"""
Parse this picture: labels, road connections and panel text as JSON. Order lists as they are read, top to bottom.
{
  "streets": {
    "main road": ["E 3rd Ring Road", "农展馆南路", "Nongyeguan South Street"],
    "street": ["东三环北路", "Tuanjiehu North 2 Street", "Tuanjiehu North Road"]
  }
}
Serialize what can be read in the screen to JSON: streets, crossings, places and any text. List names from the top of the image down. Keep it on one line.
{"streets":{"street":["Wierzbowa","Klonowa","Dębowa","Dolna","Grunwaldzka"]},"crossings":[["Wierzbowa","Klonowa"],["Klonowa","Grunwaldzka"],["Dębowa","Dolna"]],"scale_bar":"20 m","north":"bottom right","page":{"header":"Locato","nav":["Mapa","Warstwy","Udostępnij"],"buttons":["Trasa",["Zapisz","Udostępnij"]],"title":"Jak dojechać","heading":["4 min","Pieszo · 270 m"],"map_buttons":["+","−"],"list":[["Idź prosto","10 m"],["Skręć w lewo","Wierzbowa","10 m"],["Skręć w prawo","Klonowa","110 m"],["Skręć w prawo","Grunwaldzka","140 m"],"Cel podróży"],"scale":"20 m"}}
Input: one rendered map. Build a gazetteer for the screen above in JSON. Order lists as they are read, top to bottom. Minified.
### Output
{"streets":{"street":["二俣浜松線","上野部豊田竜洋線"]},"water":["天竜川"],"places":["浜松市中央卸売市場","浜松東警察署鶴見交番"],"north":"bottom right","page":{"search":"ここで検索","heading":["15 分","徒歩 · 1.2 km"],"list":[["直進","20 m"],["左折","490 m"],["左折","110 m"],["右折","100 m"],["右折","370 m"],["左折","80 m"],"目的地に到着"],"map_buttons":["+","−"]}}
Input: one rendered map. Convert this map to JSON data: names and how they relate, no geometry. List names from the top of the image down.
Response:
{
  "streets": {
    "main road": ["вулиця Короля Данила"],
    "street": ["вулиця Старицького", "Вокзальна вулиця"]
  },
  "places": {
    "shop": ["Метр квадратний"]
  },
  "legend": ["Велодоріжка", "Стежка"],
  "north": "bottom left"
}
"""
» ASSIGNED TASK
Reproduce all lines from the records above that include the word "rendered".

» FINAL ANSWER
Input: one rendered map. Build a gazetteer for the screen above in JSON. Order lists as they are read, top to bottom. Minified.
Input: one rendered map. Convert this map to JSON data: names and how they relate, no geometry. List names from the top of the image down.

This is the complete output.